• PROBLEM DETAILS: Your answer must be the full listing below, repeated exactly.
── EXERCISE DATA
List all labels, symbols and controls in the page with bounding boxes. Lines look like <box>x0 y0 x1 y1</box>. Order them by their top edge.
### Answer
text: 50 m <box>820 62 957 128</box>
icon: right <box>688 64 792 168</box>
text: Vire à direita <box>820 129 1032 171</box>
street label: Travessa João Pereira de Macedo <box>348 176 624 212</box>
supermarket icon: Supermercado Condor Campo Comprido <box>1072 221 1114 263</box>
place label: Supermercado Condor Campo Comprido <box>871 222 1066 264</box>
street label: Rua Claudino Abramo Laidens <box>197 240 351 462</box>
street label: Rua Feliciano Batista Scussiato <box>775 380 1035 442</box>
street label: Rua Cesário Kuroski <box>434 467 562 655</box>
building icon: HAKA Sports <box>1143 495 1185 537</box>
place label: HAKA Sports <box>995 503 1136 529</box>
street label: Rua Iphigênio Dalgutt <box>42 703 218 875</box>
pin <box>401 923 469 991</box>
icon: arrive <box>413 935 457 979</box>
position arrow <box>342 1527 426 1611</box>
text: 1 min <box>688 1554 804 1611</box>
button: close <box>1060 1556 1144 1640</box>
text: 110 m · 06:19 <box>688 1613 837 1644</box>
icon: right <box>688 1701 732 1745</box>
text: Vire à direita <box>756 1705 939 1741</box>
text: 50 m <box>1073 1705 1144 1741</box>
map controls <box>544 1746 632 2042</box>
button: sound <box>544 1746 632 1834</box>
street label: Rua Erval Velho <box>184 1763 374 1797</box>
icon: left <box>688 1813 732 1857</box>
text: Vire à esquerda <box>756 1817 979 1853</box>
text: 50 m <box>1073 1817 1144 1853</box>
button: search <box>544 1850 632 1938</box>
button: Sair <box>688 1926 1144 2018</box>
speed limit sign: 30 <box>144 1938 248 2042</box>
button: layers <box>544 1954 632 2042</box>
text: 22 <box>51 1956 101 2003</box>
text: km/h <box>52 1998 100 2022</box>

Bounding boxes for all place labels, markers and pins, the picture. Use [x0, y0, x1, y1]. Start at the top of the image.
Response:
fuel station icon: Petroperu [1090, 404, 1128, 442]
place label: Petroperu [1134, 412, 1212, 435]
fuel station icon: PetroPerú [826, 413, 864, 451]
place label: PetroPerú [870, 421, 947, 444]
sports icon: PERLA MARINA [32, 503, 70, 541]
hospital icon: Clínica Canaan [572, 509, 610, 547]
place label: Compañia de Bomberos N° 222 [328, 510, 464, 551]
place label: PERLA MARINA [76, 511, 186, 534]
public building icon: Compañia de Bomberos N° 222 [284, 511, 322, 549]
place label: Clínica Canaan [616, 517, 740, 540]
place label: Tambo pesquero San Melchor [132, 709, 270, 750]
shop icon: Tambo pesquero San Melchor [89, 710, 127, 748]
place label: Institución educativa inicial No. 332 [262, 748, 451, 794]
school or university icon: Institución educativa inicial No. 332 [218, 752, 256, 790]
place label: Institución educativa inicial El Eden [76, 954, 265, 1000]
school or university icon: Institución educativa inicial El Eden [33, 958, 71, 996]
────
• SOLUTION:
List all labels, symbols and controls in the page with bounding boxes. Lines look like <box>x0 y0 x1 y1</box>. Order them by their top edge.
### Answer
text: 50 m <box>820 62 957 128</box>
icon: right <box>688 64 792 168</box>
text: Vire à direita <box>820 129 1032 171</box>
street label: Travessa João Pereira de Macedo <box>348 176 624 212</box>
supermarket icon: Supermercado Condor Campo Comprido <box>1072 221 1114 263</box>
place label: Supermercado Condor Campo Comprido <box>871 222 1066 264</box>
street label: Rua Claudino Abramo Laidens <box>197 240 351 462</box>
street label: Rua Feliciano Batista Scussiato <box>775 380 1035 442</box>
street label: Rua Cesário Kuroski <box>434 467 562 655</box>
building icon: HAKA Sports <box>1143 495 1185 537</box>
place label: HAKA Sports <box>995 503 1136 529</box>
street label: Rua Iphigênio Dalgutt <box>42 703 218 875</box>
pin <box>401 923 469 991</box>
icon: arrive <box>413 935 457 979</box>
position arrow <box>342 1527 426 1611</box>
text: 1 min <box>688 1554 804 1611</box>
button: close <box>1060 1556 1144 1640</box>
text: 110 m · 06:19 <box>688 1613 837 1644</box>
icon: right <box>688 1701 732 1745</box>
text: Vire à direita <box>756 1705 939 1741</box>
text: 50 m <box>1073 1705 1144 1741</box>
map controls <box>544 1746 632 2042</box>
button: sound <box>544 1746 632 1834</box>
street label: Rua Erval Velho <box>184 1763 374 1797</box>
icon: left <box>688 1813 732 1857</box>
text: Vire à esquerda <box>756 1817 979 1853</box>
text: 50 m <box>1073 1817 1144 1853</box>
button: search <box>544 1850 632 1938</box>
button: Sair <box>688 1926 1144 2018</box>
speed limit sign: 30 <box>144 1938 248 2042</box>
button: layers <box>544 1954 632 2042</box>
text: 22 <box>51 1956 101 2003</box>
text: km/h <box>52 1998 100 2022</box>

Bounding boxes for all place labels, markers and pins, the picture. Use [x0, y0, x1, y1]. Start at the top of the image.
Response:
fuel station icon: Petroperu [1090, 404, 1128, 442]
place label: Petroperu [1134, 412, 1212, 435]
fuel station icon: PetroPerú [826, 413, 864, 451]
place label: PetroPerú [870, 421, 947, 444]
sports icon: PERLA MARINA [32, 503, 70, 541]
hospital icon: Clínica Canaan [572, 509, 610, 547]
place label: Compañia de Bomberos N° 222 [328, 510, 464, 551]
place label: PERLA MARINA [76, 511, 186, 534]
public building icon: Compañia de Bomberos N° 222 [284, 511, 322, 549]
place label: Clínica Canaan [616, 517, 740, 540]
place label: Tambo pesquero San Melchor [132, 709, 270, 750]
shop icon: Tambo pesquero San Melchor [89, 710, 127, 748]
place label: Institución educativa inicial No. 332 [262, 748, 451, 794]
school or university icon: Institución educativa inicial No. 332 [218, 752, 256, 790]
place label: Institución educativa inicial El Eden [76, 954, 265, 1000]
school or university icon: Institución educativa inicial El Eden [33, 958, 71, 996]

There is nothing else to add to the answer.